Count how many lines in the material below hold the word "South"; the reply is that number alone.

##########

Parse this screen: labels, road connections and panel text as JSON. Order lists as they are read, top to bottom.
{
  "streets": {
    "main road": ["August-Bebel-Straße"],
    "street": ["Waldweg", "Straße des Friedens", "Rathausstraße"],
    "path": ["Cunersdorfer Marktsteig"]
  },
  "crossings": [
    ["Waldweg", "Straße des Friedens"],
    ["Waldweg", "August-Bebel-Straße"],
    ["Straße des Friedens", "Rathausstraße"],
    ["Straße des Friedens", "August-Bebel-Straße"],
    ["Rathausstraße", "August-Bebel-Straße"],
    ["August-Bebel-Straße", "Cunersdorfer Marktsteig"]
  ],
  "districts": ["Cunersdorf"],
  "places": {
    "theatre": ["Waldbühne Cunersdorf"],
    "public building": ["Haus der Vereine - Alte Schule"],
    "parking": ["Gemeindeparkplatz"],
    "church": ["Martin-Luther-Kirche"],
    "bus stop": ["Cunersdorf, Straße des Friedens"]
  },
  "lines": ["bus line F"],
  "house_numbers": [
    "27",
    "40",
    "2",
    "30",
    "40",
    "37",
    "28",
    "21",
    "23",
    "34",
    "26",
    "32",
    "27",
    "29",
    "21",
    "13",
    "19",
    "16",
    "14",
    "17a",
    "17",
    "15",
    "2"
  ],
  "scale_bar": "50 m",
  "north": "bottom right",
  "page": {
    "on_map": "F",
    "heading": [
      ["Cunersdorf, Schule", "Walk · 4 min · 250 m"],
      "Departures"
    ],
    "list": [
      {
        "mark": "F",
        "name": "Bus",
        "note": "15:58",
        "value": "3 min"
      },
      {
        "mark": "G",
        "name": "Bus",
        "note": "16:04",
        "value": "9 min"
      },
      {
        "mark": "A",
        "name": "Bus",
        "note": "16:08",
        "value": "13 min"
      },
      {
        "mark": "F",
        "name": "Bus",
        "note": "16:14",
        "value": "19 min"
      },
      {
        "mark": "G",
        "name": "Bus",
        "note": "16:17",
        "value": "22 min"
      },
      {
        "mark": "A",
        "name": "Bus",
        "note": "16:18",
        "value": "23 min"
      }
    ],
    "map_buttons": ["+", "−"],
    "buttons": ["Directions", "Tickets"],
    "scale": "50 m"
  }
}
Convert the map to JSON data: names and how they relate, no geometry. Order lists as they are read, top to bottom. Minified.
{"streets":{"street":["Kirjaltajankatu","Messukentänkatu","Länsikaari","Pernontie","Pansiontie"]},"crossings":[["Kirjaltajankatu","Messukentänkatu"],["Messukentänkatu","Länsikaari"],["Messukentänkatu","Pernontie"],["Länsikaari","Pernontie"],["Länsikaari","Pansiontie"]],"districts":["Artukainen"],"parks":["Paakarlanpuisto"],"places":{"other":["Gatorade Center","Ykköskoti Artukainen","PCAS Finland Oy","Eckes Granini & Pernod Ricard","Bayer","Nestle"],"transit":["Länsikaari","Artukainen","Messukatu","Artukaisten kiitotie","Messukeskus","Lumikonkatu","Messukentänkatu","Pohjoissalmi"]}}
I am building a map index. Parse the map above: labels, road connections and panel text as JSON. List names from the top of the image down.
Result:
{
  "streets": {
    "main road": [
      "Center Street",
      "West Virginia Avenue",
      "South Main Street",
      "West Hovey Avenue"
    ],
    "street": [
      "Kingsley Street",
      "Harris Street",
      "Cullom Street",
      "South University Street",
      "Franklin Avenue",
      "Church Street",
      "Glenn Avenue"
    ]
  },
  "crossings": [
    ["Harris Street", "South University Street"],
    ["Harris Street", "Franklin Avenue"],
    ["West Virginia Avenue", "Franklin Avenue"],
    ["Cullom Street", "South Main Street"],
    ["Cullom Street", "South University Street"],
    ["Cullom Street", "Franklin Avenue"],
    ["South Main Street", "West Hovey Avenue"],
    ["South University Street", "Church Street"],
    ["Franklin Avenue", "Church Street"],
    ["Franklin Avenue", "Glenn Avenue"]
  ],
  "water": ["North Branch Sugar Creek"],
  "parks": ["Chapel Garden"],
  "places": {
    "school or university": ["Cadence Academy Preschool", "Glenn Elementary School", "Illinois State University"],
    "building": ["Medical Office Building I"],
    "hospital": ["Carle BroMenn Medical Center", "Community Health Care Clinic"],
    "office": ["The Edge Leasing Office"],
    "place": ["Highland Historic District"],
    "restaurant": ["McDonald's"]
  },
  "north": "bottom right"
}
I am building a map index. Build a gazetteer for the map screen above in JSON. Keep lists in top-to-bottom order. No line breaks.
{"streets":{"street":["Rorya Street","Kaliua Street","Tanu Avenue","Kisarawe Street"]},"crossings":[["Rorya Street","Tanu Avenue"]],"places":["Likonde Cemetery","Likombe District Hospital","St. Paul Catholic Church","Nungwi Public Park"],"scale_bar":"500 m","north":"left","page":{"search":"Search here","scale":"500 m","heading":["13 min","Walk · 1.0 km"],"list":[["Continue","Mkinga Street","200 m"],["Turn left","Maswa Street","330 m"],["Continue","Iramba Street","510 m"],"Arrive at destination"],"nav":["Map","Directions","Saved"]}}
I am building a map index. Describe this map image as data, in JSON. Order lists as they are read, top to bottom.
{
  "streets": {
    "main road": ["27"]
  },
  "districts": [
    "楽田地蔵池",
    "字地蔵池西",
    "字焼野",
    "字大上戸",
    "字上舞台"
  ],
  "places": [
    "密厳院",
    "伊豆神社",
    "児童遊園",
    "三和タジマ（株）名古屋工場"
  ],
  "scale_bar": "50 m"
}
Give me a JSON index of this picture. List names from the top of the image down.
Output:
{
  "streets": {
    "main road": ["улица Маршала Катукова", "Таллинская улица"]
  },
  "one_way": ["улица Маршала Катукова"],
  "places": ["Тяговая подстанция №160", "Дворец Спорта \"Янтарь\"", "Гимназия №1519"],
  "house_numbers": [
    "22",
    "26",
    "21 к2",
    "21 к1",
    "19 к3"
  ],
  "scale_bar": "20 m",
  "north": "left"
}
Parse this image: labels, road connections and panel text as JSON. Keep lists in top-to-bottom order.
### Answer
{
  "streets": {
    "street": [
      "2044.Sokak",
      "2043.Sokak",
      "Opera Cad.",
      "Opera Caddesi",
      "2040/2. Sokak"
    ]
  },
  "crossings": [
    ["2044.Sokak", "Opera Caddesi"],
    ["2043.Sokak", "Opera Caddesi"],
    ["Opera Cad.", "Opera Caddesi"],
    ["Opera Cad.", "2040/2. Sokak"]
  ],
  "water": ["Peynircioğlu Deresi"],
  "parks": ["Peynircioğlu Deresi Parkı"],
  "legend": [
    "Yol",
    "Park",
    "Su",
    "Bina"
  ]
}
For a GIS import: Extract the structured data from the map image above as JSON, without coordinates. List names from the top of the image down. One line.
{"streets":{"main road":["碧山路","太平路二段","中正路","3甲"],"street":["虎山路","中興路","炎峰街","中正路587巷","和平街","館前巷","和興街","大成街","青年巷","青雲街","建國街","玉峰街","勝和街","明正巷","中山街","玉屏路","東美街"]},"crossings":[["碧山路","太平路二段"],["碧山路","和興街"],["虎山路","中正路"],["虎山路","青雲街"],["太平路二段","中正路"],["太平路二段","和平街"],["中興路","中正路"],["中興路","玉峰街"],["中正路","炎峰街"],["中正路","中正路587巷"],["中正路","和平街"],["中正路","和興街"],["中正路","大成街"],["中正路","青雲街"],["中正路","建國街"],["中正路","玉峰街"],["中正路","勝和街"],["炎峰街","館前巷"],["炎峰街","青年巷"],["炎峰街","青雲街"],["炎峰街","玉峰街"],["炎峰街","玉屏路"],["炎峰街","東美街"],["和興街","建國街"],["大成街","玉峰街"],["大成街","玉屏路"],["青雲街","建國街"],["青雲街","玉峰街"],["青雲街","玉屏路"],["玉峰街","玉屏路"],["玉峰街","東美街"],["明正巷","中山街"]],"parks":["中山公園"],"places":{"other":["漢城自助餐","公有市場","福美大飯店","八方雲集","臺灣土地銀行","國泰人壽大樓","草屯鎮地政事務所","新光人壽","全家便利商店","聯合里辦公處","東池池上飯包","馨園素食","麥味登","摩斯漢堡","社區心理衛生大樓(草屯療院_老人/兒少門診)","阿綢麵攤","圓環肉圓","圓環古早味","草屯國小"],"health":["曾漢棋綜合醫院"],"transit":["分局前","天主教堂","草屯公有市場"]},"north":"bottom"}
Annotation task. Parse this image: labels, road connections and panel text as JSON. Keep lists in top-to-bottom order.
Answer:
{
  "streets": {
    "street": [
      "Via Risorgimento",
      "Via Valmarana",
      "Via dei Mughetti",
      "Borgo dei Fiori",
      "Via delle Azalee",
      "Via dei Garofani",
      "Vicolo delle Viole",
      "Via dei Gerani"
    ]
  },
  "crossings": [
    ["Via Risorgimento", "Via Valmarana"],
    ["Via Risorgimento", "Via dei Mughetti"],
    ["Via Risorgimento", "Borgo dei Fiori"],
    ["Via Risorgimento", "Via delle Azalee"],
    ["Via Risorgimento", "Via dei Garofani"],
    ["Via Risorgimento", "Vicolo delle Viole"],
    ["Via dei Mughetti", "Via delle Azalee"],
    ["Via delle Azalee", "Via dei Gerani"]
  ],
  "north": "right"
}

##########

Reply
7